This post is part of our 2023 cybersecurity prediction series.
Cyberattacks on the healthcare industry will continue to increase.
“The healthcare industry is most vulnerable to cyberattacks, which makes it a lucrative target for cybercriminals; attacks on the healthcare industry have grown significantly in 2022, and attacks will even go further in 2023. According to IBM, healthcare breaches cost the most at $9.23 million per incident. And, most importantly, cyberattacks not only affect human lives directly—they also impact patients' mental well-being.
Additionally, according to a recent SANS and OPSWAT report, “State of ICS/OT Cybersecurity in 2022 and Beyond,” 26% of respondents reported that the healthcare and public health sector is likely to experience a successful ICS compromise with impacts on safe and reliable operations. Lastly, with healthcare staff generally unaware of the extent of cyber risks and best practices, educating them is of vital importance to protect the healthcare industry from cyberattacks.”
Cyberattacks on the healthcare industry will have direct, fatal outcomes.
“In the case of most cyberattacks, profit is the motive and rarely the aim is to kill. Killing is an unfortunate side-effect of the problem – such as high stakes situations where hackers take control for ransom thinking most hospitals will comply to save lives. For instance, a major US hospital system – CommonSpirit Health – recently suffered a ransomware cyberattack—and a 3-year-old was given a fatally large dose of pain medication as a result.

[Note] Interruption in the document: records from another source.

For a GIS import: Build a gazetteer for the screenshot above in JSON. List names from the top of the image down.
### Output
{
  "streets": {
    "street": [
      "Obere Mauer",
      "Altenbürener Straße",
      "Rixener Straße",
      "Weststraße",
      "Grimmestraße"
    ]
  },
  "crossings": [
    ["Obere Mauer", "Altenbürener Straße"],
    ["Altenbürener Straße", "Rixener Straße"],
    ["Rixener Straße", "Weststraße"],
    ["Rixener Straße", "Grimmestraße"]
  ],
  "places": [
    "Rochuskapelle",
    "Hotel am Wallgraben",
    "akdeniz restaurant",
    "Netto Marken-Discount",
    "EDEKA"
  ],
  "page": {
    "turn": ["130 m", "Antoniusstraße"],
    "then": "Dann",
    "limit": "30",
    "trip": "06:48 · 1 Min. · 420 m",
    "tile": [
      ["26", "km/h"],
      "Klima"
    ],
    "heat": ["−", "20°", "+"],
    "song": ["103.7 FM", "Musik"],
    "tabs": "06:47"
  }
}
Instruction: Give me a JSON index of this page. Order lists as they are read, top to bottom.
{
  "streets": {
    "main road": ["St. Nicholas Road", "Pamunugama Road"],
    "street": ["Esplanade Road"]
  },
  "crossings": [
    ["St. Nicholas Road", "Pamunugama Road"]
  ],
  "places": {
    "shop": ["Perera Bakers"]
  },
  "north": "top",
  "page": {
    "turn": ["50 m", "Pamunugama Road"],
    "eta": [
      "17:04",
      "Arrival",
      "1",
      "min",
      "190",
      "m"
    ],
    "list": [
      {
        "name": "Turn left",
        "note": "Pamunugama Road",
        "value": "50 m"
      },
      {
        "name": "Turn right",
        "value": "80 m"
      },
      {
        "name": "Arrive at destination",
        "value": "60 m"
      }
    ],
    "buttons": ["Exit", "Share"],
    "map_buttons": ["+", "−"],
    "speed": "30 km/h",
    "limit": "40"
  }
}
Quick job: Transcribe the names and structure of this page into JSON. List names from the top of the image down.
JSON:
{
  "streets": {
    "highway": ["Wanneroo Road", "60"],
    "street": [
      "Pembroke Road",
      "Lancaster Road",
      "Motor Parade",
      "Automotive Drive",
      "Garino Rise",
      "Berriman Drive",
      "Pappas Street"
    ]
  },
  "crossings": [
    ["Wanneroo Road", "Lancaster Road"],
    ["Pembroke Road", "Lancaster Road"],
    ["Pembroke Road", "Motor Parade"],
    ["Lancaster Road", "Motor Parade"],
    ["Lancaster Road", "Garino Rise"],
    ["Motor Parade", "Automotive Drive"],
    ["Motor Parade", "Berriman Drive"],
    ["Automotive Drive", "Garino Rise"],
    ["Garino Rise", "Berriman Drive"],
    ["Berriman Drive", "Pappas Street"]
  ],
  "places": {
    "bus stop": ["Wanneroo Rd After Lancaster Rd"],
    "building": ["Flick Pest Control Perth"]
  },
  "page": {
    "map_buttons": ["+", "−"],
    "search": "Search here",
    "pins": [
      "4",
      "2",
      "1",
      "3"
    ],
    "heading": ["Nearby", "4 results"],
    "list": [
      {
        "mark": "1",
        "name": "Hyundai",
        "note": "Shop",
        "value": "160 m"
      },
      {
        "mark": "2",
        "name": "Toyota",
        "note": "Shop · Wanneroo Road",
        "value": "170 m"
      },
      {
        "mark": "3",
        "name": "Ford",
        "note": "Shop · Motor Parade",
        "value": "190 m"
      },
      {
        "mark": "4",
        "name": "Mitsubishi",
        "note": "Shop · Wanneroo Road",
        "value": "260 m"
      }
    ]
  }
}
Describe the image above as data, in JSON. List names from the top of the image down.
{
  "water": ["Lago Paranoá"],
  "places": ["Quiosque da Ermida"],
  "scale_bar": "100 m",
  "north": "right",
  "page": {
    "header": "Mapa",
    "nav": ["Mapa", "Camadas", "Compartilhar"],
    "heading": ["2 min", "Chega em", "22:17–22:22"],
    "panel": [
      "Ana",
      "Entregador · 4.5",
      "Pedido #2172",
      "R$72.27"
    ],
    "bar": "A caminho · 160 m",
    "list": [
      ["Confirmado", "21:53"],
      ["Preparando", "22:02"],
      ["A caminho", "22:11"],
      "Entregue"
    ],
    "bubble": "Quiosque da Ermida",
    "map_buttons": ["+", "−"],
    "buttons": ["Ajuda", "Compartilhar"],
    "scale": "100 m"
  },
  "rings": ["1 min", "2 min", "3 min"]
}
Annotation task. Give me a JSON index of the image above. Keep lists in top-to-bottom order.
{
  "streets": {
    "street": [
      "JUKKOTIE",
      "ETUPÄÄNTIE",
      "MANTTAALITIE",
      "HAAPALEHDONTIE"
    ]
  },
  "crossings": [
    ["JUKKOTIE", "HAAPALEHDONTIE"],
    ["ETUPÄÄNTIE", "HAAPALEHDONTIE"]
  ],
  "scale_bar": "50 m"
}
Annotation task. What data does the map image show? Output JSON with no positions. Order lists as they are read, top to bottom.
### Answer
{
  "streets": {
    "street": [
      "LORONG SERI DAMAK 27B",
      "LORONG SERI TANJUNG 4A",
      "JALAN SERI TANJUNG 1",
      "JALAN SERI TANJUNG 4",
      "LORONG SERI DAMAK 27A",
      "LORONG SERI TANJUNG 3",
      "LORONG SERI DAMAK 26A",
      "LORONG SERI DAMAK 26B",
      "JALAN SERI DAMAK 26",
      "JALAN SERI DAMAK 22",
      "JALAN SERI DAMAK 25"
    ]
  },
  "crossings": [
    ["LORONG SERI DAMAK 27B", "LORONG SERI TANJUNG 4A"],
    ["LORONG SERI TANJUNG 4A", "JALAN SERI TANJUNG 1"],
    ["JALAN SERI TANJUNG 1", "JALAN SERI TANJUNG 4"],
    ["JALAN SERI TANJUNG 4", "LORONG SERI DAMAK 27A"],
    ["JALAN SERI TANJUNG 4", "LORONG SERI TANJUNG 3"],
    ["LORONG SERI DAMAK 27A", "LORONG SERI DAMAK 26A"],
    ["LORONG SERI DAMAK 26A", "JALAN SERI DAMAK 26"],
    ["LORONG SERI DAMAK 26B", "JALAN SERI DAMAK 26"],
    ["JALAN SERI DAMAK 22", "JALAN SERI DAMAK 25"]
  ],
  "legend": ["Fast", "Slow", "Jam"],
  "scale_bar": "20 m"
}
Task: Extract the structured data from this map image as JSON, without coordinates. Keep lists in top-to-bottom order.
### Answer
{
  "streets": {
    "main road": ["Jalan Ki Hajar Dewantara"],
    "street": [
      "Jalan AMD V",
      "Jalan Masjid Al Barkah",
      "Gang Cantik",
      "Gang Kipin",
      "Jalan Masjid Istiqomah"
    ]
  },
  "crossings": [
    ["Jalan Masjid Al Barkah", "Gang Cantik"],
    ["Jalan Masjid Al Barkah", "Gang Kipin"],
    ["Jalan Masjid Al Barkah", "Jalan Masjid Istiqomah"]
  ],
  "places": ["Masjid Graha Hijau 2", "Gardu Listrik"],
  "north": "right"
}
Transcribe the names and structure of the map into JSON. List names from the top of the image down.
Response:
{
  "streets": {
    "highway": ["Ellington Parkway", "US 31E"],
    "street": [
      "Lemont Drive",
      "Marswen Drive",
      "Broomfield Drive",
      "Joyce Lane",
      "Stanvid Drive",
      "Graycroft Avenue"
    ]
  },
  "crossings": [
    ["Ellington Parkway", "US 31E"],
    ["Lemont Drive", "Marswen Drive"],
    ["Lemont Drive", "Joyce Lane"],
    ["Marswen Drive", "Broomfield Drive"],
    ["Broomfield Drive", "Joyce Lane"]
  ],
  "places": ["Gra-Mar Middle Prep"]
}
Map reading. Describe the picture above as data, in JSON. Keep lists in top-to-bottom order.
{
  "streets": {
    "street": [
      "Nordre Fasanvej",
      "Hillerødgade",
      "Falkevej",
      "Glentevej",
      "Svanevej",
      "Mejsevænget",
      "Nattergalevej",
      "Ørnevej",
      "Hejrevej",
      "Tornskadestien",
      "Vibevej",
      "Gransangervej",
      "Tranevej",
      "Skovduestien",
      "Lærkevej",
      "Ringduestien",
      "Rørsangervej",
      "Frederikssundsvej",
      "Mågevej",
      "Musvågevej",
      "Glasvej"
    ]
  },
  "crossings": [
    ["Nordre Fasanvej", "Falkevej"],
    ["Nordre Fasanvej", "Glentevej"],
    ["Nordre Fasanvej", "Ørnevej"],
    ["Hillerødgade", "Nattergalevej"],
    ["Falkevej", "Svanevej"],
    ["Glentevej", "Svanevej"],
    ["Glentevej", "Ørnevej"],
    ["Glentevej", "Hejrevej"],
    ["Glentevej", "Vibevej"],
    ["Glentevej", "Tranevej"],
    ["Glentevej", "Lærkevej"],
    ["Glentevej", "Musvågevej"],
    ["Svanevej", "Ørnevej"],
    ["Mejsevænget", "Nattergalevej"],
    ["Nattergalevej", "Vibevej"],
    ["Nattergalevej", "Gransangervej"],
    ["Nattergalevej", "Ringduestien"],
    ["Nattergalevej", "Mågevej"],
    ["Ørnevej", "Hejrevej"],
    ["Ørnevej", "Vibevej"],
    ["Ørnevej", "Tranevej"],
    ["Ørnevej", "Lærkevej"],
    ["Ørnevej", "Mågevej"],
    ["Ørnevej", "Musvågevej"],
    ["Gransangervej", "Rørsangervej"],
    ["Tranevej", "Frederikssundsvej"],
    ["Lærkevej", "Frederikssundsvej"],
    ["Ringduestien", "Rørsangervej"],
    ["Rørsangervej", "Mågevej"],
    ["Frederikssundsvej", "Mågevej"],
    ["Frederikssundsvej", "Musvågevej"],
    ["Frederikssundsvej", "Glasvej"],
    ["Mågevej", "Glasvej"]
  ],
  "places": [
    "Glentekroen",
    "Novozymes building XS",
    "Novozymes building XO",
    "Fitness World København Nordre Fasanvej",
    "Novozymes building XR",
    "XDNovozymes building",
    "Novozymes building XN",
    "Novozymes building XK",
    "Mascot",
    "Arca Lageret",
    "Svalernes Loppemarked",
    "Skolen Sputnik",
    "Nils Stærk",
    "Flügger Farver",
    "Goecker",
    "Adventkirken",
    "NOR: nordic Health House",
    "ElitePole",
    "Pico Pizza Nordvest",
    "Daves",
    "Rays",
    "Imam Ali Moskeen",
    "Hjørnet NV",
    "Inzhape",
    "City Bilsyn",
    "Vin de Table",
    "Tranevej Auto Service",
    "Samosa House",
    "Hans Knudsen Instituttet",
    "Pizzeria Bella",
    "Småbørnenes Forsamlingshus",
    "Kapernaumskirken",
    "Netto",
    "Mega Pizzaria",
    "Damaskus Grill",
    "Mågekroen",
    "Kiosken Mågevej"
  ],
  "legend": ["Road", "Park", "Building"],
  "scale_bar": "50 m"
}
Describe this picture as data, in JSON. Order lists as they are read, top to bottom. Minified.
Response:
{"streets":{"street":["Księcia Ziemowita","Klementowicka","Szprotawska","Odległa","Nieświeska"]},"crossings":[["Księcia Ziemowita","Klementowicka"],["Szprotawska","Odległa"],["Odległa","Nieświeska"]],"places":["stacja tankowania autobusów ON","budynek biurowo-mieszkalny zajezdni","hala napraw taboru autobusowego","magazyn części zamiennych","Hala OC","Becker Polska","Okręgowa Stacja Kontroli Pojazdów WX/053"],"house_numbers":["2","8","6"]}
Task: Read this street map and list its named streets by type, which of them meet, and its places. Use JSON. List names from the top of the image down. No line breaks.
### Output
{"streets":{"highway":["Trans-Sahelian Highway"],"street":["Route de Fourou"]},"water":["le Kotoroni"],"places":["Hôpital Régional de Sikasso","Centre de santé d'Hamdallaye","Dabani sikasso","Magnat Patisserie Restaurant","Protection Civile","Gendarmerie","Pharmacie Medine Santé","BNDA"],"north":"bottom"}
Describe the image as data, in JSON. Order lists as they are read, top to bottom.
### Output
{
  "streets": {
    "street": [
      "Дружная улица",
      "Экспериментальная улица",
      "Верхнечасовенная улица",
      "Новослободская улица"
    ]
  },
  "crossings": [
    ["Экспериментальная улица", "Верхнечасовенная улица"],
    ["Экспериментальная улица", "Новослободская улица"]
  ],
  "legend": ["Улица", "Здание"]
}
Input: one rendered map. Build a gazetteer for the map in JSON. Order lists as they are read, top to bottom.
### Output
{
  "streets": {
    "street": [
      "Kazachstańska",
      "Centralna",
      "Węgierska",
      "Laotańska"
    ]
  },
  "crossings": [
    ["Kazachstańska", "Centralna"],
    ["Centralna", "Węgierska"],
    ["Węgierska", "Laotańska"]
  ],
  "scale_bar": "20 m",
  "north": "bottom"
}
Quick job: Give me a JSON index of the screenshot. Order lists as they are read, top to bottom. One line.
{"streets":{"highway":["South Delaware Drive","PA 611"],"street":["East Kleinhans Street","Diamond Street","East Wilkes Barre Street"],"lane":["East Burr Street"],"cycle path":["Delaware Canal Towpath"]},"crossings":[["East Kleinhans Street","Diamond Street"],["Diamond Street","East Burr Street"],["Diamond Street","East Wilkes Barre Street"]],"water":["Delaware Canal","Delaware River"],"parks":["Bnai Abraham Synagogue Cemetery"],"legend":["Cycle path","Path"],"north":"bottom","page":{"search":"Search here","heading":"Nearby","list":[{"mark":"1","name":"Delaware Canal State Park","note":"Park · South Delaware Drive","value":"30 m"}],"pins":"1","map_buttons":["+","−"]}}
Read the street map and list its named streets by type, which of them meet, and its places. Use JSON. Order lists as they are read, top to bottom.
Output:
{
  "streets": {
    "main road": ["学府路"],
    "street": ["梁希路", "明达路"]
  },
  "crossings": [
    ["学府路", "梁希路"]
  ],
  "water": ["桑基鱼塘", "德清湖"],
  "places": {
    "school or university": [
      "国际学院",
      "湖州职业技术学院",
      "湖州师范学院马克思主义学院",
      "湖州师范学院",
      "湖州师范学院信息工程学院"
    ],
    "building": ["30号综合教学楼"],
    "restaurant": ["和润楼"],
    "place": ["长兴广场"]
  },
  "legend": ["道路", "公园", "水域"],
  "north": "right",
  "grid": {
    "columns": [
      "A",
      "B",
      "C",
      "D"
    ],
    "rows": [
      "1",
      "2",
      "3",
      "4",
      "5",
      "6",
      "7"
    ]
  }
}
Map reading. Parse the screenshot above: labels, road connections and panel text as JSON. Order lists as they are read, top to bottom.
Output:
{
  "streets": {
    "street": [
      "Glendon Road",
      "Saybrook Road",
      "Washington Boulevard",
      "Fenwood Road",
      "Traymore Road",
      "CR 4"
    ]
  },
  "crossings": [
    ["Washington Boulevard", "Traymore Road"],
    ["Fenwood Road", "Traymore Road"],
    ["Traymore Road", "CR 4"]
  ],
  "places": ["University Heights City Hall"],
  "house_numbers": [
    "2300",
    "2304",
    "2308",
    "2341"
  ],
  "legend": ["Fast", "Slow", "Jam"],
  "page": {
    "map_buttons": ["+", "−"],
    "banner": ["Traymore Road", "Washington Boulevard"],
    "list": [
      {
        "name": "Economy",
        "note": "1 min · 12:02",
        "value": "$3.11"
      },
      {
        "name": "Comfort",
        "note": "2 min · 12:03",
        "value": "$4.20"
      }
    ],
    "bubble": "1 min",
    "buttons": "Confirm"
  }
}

However, a lack of defined response, or coordinated and up-to-date protocols, leads to mistakes, including ransom not paid in time or no disaster recovery or backup in place. Whatever the reason, small mistakes have deadly consequences in healthcare – even if organizations are willing to pay the ransom. They also have to think about violations of data privacy regulations and repercussions.
That is why zero-trust is so important for healthcare, as well as having a solid response plan in place for recovery/backup (similar to generators for a power outage), so that operations don't get stopped mid-way.”